### About this task
Tally the lines below that include "html" and give only the total.

[Collected data entries]
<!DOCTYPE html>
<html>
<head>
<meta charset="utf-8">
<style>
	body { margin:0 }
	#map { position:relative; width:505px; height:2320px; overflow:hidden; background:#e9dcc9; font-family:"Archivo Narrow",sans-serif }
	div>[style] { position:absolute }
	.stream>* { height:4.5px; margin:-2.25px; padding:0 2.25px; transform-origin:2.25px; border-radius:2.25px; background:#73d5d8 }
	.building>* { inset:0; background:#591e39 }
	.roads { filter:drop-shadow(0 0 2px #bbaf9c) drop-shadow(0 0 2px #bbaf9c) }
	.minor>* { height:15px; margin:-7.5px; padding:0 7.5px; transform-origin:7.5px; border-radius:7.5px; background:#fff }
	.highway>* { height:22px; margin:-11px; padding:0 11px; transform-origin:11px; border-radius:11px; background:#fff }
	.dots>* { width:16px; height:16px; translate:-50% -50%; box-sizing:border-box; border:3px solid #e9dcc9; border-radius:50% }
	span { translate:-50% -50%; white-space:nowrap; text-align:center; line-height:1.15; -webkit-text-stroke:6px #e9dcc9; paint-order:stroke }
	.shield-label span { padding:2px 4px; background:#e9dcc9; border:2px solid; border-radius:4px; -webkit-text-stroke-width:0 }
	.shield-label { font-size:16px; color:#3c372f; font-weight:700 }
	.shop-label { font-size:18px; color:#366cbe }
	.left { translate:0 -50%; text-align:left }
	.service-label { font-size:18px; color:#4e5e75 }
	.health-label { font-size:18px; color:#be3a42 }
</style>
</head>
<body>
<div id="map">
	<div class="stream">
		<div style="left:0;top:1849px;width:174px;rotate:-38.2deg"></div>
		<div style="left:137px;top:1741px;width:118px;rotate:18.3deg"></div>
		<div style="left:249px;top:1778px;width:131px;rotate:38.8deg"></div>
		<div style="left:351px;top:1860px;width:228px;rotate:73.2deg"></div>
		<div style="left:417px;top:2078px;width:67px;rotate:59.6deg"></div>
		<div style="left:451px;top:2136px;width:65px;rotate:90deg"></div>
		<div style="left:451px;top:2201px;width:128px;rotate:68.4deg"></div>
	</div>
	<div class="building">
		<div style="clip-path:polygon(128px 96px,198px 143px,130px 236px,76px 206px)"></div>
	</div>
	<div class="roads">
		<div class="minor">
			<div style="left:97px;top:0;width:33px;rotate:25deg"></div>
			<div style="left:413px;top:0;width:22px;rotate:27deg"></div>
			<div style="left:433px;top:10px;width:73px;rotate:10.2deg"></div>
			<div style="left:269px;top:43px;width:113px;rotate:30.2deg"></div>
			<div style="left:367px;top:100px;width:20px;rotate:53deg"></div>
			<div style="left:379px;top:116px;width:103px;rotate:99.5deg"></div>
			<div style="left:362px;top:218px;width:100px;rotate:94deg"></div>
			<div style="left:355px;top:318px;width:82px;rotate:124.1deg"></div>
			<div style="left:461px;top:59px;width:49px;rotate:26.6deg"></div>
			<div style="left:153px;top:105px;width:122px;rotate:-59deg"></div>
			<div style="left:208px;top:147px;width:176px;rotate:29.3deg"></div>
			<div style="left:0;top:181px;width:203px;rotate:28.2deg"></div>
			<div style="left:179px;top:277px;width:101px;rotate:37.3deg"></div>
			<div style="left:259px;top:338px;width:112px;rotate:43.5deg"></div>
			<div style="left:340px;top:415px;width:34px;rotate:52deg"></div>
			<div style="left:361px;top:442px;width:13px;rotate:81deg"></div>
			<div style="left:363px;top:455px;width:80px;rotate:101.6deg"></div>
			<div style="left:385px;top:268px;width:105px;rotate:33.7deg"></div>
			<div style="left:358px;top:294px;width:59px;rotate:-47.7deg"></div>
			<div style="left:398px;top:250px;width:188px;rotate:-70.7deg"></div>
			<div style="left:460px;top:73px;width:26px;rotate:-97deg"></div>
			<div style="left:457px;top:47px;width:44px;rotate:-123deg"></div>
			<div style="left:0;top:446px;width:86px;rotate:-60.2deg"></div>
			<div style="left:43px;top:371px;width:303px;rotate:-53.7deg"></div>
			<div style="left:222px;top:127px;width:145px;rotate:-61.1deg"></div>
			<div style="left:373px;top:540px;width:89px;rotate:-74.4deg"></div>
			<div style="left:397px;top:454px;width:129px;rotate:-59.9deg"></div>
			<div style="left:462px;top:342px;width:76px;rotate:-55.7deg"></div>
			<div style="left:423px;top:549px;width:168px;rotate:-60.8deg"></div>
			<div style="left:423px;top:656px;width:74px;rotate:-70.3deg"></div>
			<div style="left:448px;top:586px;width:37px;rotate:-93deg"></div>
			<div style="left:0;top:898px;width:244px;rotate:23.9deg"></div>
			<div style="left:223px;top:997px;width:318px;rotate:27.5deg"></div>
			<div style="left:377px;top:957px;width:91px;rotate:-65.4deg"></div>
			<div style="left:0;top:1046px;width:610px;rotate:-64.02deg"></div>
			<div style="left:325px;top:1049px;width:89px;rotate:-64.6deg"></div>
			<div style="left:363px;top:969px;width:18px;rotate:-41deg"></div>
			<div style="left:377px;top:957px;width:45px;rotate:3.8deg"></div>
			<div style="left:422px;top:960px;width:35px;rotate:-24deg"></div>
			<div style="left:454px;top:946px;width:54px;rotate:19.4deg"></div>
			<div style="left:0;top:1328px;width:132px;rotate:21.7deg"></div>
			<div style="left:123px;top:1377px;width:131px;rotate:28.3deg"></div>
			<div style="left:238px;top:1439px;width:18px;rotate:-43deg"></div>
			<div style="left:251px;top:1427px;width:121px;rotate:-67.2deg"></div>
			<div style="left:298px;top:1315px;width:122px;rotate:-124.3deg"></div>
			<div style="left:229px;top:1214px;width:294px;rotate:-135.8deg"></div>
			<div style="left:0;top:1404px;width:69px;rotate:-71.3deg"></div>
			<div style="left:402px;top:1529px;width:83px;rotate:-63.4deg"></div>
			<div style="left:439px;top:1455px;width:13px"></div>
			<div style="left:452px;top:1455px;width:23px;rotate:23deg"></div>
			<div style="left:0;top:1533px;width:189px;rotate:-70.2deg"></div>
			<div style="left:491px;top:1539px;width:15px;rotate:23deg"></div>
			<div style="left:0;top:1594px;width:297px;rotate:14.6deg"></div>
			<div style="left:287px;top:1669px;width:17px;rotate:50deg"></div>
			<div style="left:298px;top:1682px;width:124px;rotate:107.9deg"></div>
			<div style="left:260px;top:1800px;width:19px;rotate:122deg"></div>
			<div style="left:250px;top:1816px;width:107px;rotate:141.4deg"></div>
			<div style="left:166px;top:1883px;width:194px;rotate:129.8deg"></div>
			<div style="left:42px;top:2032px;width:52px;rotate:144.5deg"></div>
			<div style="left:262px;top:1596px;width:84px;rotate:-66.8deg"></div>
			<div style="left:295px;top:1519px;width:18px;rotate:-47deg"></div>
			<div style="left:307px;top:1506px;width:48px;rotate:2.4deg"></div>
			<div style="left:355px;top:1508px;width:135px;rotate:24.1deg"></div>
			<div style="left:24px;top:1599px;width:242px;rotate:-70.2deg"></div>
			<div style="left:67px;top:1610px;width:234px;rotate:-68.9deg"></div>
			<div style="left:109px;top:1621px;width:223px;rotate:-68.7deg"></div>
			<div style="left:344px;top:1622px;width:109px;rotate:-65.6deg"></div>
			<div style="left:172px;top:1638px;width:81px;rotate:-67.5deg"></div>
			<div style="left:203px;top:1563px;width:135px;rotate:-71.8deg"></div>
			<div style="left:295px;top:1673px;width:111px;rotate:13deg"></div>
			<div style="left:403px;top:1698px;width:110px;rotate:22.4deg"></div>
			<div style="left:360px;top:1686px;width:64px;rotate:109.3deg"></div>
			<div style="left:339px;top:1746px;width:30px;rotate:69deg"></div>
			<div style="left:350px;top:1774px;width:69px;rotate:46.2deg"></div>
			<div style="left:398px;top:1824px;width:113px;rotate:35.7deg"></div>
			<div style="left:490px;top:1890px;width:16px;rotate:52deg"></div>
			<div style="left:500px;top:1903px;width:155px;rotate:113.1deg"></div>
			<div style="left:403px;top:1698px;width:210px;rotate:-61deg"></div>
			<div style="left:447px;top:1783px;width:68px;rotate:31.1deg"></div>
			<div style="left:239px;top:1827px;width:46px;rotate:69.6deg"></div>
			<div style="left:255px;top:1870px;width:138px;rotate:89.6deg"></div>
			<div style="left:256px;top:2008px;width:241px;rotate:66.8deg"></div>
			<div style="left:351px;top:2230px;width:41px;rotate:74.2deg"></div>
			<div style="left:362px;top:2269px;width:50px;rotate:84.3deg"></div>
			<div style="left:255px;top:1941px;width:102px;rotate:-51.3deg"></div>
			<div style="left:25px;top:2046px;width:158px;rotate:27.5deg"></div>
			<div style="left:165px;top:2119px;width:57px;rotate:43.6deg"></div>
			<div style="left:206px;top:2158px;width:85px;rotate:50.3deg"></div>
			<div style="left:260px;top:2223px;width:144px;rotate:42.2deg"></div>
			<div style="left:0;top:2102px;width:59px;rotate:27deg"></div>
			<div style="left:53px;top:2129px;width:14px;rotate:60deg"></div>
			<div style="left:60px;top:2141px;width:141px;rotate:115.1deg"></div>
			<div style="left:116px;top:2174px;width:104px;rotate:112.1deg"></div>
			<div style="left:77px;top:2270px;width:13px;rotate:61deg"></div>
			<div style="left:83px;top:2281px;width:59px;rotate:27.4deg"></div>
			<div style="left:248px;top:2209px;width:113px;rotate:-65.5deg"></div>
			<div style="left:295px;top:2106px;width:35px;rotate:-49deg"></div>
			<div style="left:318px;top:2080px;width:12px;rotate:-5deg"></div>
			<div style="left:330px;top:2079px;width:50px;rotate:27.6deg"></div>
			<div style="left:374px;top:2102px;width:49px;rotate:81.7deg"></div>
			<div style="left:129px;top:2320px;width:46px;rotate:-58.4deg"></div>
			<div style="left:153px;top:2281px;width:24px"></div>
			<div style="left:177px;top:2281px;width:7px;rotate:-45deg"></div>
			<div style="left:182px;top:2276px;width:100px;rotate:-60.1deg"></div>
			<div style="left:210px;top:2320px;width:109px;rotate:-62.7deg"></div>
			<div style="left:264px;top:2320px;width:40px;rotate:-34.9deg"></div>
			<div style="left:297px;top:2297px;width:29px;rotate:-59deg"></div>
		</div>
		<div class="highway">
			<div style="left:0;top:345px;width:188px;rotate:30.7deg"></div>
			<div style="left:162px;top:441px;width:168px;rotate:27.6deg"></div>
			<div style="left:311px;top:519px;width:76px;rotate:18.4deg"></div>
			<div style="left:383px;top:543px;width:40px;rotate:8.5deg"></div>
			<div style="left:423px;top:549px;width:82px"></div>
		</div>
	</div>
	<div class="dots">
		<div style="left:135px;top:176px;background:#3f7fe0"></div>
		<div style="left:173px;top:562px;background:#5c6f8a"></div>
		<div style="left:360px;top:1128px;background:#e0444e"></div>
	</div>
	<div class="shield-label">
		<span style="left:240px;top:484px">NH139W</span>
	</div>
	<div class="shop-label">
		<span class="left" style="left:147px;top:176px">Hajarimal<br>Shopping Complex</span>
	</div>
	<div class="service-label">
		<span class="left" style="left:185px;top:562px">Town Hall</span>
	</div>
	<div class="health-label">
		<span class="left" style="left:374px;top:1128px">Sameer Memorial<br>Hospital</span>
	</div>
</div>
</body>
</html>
--
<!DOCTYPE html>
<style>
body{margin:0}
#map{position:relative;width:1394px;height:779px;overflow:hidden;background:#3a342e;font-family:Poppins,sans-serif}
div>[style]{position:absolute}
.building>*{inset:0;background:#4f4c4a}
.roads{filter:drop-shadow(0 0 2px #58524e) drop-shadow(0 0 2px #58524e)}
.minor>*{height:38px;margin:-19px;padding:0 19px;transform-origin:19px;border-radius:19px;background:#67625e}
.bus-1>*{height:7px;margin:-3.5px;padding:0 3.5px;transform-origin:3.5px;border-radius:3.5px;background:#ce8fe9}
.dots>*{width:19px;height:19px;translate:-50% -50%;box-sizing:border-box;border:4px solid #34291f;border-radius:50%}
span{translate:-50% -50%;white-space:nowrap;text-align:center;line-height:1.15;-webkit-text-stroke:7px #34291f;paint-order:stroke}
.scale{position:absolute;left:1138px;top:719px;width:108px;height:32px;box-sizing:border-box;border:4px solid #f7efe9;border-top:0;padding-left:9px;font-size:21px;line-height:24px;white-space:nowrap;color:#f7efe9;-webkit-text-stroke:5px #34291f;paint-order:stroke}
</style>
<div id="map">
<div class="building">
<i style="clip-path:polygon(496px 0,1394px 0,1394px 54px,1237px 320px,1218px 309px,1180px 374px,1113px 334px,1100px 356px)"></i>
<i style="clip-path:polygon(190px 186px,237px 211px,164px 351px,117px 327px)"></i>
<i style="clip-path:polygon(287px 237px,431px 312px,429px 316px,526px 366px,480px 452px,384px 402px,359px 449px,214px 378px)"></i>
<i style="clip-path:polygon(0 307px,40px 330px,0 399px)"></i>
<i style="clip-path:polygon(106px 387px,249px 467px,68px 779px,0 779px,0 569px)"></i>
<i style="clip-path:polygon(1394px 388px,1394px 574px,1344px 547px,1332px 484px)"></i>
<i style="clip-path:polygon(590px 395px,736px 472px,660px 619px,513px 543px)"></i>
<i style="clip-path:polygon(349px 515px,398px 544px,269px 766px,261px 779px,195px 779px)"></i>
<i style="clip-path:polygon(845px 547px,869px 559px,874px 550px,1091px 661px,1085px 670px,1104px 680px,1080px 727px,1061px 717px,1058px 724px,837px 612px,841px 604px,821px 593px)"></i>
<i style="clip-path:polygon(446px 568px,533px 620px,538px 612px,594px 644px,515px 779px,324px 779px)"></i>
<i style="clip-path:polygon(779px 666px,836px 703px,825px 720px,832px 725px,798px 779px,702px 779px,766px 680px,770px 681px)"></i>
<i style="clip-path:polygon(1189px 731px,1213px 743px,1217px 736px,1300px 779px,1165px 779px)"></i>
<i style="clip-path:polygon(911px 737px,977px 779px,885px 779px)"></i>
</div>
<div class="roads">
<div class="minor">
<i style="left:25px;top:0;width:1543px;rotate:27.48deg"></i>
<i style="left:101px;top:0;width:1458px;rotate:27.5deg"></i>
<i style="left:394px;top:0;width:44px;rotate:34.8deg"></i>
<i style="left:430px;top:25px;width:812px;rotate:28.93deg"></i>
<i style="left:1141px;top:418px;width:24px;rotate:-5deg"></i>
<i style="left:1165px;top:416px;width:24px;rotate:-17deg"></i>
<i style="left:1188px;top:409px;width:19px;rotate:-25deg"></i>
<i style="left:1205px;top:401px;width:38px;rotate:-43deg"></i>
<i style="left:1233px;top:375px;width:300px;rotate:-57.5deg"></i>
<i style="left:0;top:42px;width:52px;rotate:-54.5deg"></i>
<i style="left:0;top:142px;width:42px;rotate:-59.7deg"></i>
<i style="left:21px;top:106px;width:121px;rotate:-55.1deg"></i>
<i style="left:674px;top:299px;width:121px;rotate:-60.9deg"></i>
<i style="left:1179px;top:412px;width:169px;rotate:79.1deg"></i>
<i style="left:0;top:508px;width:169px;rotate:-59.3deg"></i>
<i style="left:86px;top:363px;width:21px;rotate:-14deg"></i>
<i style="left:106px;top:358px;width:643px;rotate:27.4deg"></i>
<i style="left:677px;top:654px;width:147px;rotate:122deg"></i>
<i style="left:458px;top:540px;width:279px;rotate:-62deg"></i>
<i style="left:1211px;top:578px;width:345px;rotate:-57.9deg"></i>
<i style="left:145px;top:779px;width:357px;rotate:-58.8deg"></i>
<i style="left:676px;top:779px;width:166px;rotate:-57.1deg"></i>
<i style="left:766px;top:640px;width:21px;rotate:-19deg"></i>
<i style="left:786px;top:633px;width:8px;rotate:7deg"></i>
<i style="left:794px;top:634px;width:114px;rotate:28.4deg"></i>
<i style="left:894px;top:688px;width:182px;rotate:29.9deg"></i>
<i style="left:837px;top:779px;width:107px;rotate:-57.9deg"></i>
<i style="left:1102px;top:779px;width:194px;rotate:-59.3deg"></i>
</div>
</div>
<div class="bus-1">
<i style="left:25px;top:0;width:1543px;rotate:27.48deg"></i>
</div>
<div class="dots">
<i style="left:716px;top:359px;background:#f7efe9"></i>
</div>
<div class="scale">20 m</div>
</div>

### Response to this exercise
4